Let's start with the monomial $x$. The goal is to get to a constant term by differentiation and multiplication with $2x$. For some $n \in \mathbb{N}$, you have an exact number of steps $k = 2n+1$ you have to take to get there.

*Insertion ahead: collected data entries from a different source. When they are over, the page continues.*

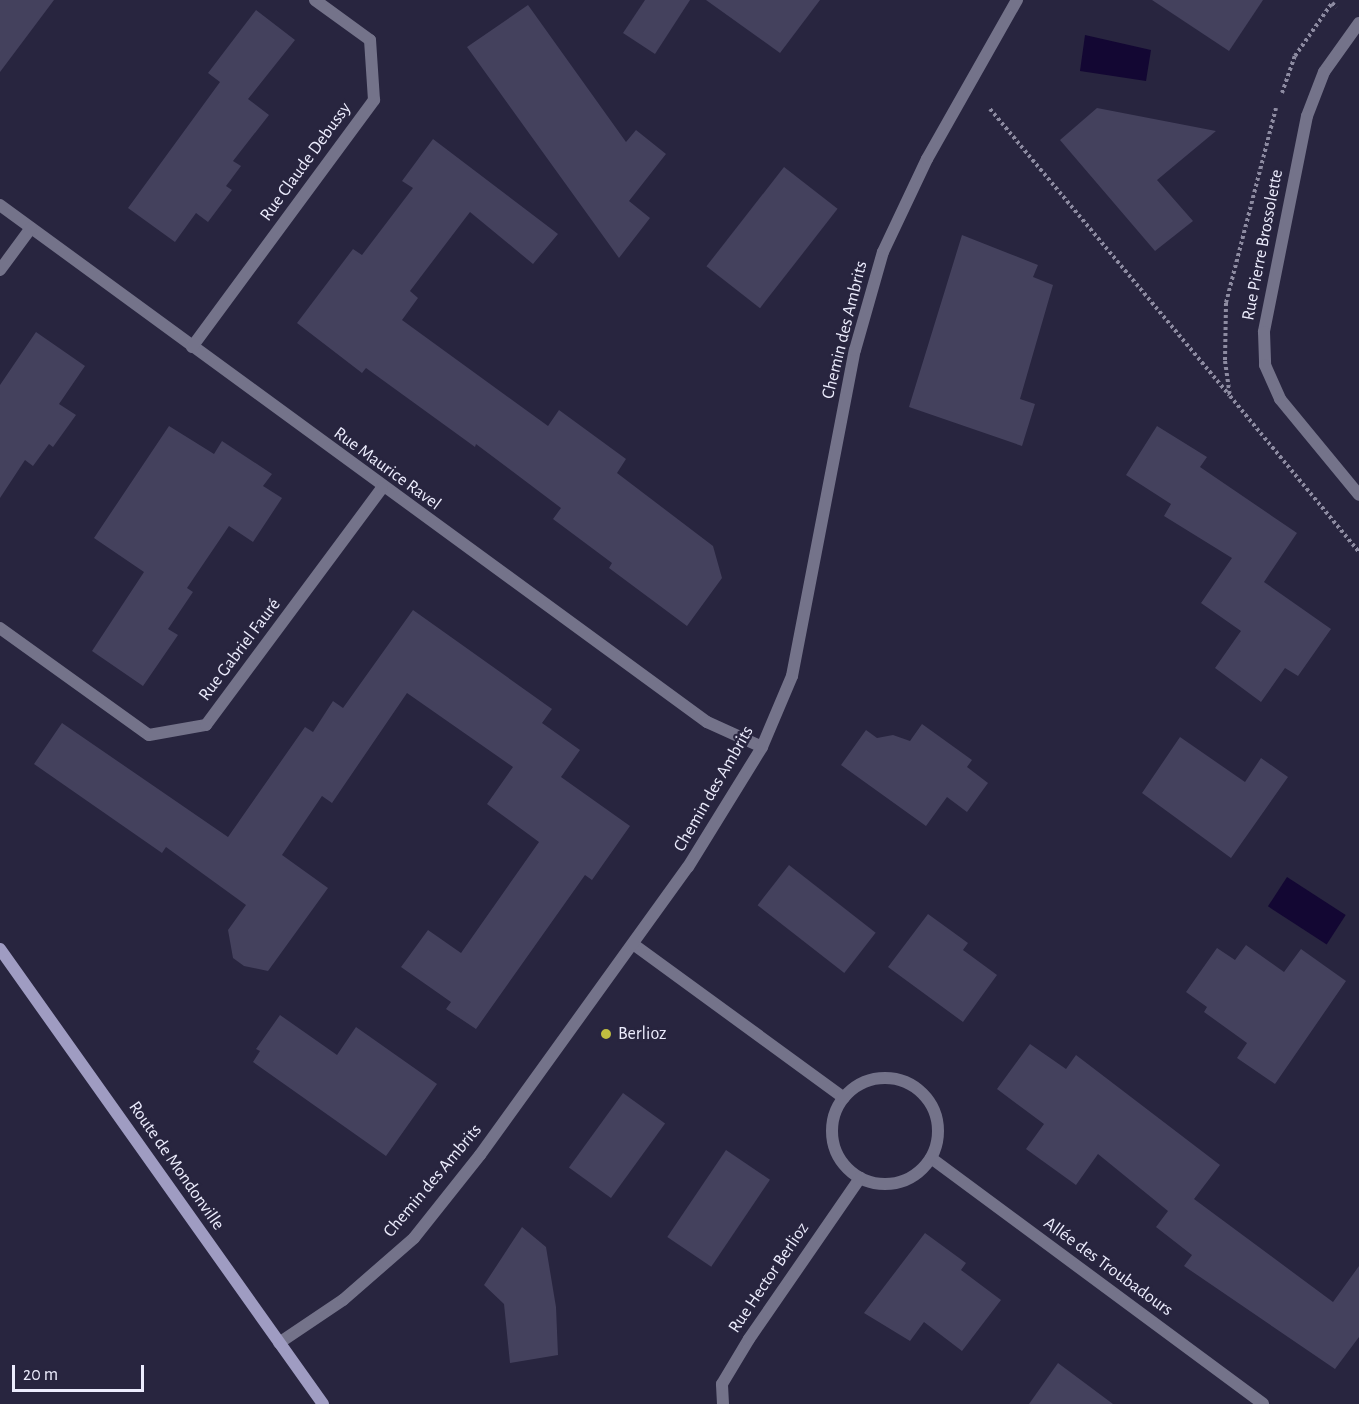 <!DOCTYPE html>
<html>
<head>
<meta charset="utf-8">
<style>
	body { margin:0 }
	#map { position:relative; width:1359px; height:1404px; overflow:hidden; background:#28253f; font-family:"Alegreya Sans",sans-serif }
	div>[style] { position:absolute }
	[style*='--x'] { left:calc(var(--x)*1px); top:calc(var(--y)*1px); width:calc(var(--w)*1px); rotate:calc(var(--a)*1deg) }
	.water>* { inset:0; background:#130733; transform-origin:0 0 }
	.building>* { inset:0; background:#44415d; transform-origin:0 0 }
	.path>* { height:4px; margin-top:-2px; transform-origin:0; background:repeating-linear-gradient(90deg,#8d8ba1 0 3px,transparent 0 6px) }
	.service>* { height:12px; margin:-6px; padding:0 6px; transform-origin:6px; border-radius:6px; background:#74738a }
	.minor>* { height:12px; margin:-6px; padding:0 6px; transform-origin:6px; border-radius:6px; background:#74738a }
	.minor>.ring { margin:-6px; padding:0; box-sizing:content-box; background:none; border:12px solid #74738a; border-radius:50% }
	.tertiary>* { height:12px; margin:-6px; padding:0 6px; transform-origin:6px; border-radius:6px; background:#74738a }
	.secondary>* { height:12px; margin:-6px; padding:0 6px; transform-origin:6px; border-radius:6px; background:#9f9cc2 }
	.dots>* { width:16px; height:16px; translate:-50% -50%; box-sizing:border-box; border:3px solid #28253f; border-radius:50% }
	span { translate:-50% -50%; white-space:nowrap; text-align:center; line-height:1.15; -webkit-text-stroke:5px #28253f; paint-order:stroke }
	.street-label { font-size:18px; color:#ececfd }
	.poi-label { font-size:18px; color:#ececfd }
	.left { translate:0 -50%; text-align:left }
	.scale { position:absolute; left:12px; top:1365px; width:132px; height:27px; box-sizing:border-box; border:3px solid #ececfd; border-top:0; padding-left:8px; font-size:18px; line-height:21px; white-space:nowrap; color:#ececfd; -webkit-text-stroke:4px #28253f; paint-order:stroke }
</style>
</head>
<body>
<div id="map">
	<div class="water">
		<div style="clip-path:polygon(1085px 35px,1151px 50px,1146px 81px,1080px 71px)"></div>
		<div style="left:1287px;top:877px;width:70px;height:35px;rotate:33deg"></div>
	</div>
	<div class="building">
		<div style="clip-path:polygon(0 0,54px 0,0 72px)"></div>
		<div style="clip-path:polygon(645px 0,690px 0,655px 54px,623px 33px)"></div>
		<div style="clip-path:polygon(706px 0,820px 0,780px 53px)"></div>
		<div style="clip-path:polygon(1152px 0,1263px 0,1229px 51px)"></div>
		<div style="clip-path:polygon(528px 5px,626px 142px,636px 130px,666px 154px,629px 201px,650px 218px,619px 258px,467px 47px)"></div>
		<div style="clip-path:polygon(256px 10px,295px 40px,248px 99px,269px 115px,233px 161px,241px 166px,226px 186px,232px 190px,208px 222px,196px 213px,175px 242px,128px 208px,220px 82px,208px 73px)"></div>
		<div style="clip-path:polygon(1097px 108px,1216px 131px,1157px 180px,1193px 221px,1155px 251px,1060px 140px)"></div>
		<div style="clip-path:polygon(433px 139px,558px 234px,533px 264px,470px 212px,410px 291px,418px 298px,402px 320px,548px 426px,559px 410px,626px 459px,617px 473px,713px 546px,722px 578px,687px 626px,609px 568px,612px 563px,553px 519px,561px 508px,476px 444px,475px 447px,366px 368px,362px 373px,297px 323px,353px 249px,362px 255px,413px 188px,402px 181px)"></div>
		<div style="left:784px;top:167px;width:68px;height:126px;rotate:38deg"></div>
		<div style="clip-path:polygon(962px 235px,1038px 265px,1033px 277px,1053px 285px,1020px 399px,1035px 404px,1022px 446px,909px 407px)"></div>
		<div style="clip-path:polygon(36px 332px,85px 366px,59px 404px,76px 415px,53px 447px,49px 444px,33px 466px,25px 460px,0 498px,0 385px)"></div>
		<div style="clip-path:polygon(169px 426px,214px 454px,222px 441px,272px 474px,263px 486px,282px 498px,253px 542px,229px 526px,187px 588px,193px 592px,168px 629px,178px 635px,143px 686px,92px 651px,144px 572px,94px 538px)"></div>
		<div style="clip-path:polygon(1157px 426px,1207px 457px,1200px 467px,1297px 533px,1264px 582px,1331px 629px,1298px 676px,1285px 668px,1261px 702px,1215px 668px,1241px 631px,1201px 603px,1232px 558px,1164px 516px,1171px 504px,1126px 475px)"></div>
		<div style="clip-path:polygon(413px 610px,552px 709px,542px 723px,580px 750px,561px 777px,630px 826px,592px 880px,585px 875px,476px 1029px,446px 1009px,451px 1002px,401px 967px,428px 930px,461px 953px,539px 842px,487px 804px,513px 767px,407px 693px,332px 803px,322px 796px,282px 855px,328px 888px,268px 971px,244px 966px,233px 958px,228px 930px,246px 905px,166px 847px,162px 853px,34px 764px,62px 723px,228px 837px,305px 727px,313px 732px,333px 701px,343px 708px)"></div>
		<div style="clip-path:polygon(922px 724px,972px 760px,967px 767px,988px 783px,967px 812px,947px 797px,926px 826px,841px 765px,866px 730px,877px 738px,893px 735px,910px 741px)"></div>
		<div style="clip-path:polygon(1180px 737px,1245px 782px,1261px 758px,1288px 777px,1231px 858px,1142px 793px)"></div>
		<div style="left:789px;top:865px;width:110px;height:51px;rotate:38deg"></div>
		<div style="clip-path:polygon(928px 914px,968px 943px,963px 950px,997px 975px,963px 1022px,888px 967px)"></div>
		<div style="clip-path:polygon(1246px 945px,1284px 972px,1301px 949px,1346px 981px,1275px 1084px,1237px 1058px,1247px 1043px,1204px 1012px,1207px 1007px,1186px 992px,1217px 948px,1235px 960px)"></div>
		<div style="clip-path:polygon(280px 1015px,337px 1055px,356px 1027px,437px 1084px,386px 1156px,253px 1062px,260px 1051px,256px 1049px)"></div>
		<div style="clip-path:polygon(1030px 1044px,1066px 1069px,1076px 1055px,1220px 1165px,1194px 1199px,1333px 1302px,1359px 1266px,1359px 1337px,1335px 1369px,1184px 1266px,1192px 1255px,1156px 1227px,1168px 1211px,1098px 1154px,1076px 1185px,1026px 1149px,1044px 1124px,997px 1089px)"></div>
		<div style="left:623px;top:1093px;width:52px;height:92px;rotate:36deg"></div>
		<div style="left:726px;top:1150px;width:53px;height:105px;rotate:34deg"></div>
		<div style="clip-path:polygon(522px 1227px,546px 1247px,556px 1307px,558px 1355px,510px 1363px,504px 1304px,484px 1285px)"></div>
		<div style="clip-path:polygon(925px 1233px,966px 1263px,961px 1270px,1001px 1300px,962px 1351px,924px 1322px,910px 1341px,864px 1313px)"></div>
		<div style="clip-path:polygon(1058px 1363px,1113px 1404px,1029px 1404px)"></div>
	</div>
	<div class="path">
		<div style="--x:1282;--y:93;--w:39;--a:-71"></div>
		<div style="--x:1295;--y:56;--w:65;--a:-55.1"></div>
		<div style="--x:1332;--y:3;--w:6;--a:45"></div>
		<div style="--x:1276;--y:108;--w:201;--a:104.4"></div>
		<div style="--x:1226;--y:303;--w:58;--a:91"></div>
		<div style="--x:1225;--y:361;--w:35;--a:82"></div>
		<div style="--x:1230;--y:396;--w:202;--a:50.4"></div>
		<div style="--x:990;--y:109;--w:373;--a:50.1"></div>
	</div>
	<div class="service">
		<div style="--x:931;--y:1158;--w:413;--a:36.5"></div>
	</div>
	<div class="minor">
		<div style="--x:1359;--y:23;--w:60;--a:125.5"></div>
		<div style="--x:1324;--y:72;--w:47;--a:111.1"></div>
		<div style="--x:1307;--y:116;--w:220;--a:101.3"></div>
		<div style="--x:1264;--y:332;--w:33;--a:88"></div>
		<div style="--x:1265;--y:365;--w:37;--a:66"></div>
		<div style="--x:1280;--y:399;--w:124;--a:50.5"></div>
		<div style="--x:0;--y:205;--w:876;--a:36.18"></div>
		<div style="--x:707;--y:722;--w:60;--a:24.4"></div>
		<div style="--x:0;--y:270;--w:52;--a:-53.6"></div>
		<div style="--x:192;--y:347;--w:307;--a:-53.6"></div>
		<div style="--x:374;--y:100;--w:60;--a:-93.8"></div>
		<div style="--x:370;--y:40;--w:68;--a:-144"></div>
		<div style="--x:0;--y:628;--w:183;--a:35.7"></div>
		<div style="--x:149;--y:735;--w:58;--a:-10"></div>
		<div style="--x:206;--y:725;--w:295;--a:-53.4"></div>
		<div style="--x:633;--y:944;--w:261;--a:36.1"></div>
		<div class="ring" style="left:832px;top:1078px;width:94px;height:94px"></div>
		<div style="--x:723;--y:1404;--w:20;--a:-93"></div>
		<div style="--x:722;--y:1384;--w:52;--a:-59"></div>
		<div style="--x:749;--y:1339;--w:196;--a:-55.4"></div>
	</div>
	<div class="tertiary">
		<div style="--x:279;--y:1343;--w:77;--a:-33.9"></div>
		<div style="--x:343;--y:1300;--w:94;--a:-41.1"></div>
		<div style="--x:414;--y:1238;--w:106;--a:-51.5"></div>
		<div style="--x:480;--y:1155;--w:355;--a:-54.2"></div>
		<div style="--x:688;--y:867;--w:141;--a:-58.3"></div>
		<div style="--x:762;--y:747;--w:77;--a:-67.1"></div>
		<div style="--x:792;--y:676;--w:332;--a:-79.1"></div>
		<div style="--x:855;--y:350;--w:102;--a:-74.1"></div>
		<div style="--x:883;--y:252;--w:103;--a:-64.7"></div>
		<div style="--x:927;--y:159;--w:183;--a:-60.5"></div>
	</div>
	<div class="secondary">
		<div style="--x:0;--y:949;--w:558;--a:54.63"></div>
	</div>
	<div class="dots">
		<div style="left:606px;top:1034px;background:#c1be40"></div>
	</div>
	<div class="street-label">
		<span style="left:306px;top:162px;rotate:-54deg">Rue Claude Debussy</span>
		<span style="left:1263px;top:245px;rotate:-79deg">Rue Pierre Brossolette</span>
		<span style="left:845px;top:330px;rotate:-76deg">Chemin des Ambrits</span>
		<span style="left:387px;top:469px;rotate:36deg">Rue Maurice Ravel</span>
		<span style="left:240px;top:650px;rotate:-53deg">Rue Gabriel Fauré</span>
		<span style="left:714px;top:789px;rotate:-60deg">Chemin des Ambrits</span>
		<span style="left:176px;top:1166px;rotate:55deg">Route de Mondonville</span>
		<span style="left:433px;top:1181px;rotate:-50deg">Chemin des Ambrits</span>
		<span style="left:1108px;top:1267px;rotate:36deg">Allée des Troubadours</span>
		<span style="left:769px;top:1278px;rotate:-56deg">Rue Hector Berlioz</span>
	</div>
	<div class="poi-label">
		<span class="left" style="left:618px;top:1034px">Berlioz</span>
	</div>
	<div class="scale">20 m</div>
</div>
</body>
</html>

For example, for $n = 0$ (3 steps), we have the following paths: $$ x \rightarrow 1 \rightarrow 2x \rightarrow 2 \\ x \rightarrow 2x^2 \rightarrow 4x \rightarrow 4 $$
Similarly, for $n = 2$ (7 steps), we have these possible paths: $$ x \rightarrow 1 \rightarrow 2x \rightarrow 2 \rightarrow 4x \rightarrow 4 \rightarrow 8x \rightarrow 8 \\ x \rightarrow 1 \rightarrow 2x \rightarrow 2 \rightarrow 4x \rightarrow 8x^2 \rightarrow 16x \rightarrow 16 \\ x \rightarrow 1 \rightarrow 2x \rightarrow 4x^2 \rightarrow 8x \rightarrow 8 \rightarrow 16x \rightarrow 16 \\ x \rightarrow 1 \rightarrow 2x \rightarrow 4x^2 \rightarrow 8x \rightarrow 16x^2 \rightarrow 32x \rightarrow 32 \\ x \rightarrow 1 \rightarrow 2x \rightarrow 4x^2 \rightarrow 8x^3 \rightarrow 24x^2 \rightarrow 48x \rightarrow 48 \\ x \rightarrow 2x^2 \rightarrow 4x \rightarrow 4 \rightarrow 8x \rightarrow 8 \rightarrow 16x \rightarrow 16 \\ x \rightarrow 2x^2 \rightarrow 4x \rightarrow 4 \rightarrow 8x \rightarrow 16x^2 \rightarrow 32x \rightarrow 32 \\ x \rightarrow 2x^2 \rightarrow 4x \rightarrow 8x^2 \rightarrow 16x \rightarrow 16 \rightarrow 32x \rightarrow 32 \\ x \rightarrow 2x^2 \rightarrow 4x \rightarrow 8x^2 \rightarrow 16x \rightarrow 32x^2 \rightarrow 64x \rightarrow 64 \\ x \rightarrow 2x^2 \rightarrow 4x \rightarrow 8x^2 \rightarrow 16x^3 \rightarrow 48x^2 \rightarrow 96x \rightarrow 96 \\ x \rightarrow 2x^2 \rightarrow 4x^3 \rightarrow 12x^2 \rightarrow 24x \rightarrow 24 \rightarrow 48x \rightarrow 48 \\ x \rightarrow 2x^2 \rightarrow 4x^3 \rightarrow 12x^2 \rightarrow 24x \rightarrow 48x^2 \rightarrow 96x \rightarrow 96 \\ x \rightarrow 2x^2 \rightarrow 4x^3 \rightarrow 12x^2 \rightarrow 24x^3 \rightarrow 72x^2 \rightarrow 144x \rightarrow 144 \\ x \rightarrow 2x^2 \rightarrow 4x^3 \rightarrow 8x^4 \rightarrow 32x^3 \rightarrow 96x^2 \rightarrow 192x \rightarrow 192 $$
Now I want to know: What is the sum of the results? In the first case, it would be $2+4 = 6$. In the second, it is $$ 8+16+16+32+48+16+32+32+64+96+48+96+144+192 = 840 $$
Through my testing, it seems like the answer is probably $(2n+3)!/(n+1)!$ (it definitely fits with the examples, because $3!/1! = 6/1 = 6$ and $7!/3! = 5040/6 = 840$). But I cannot figure out how to prove it. Is there a nice way?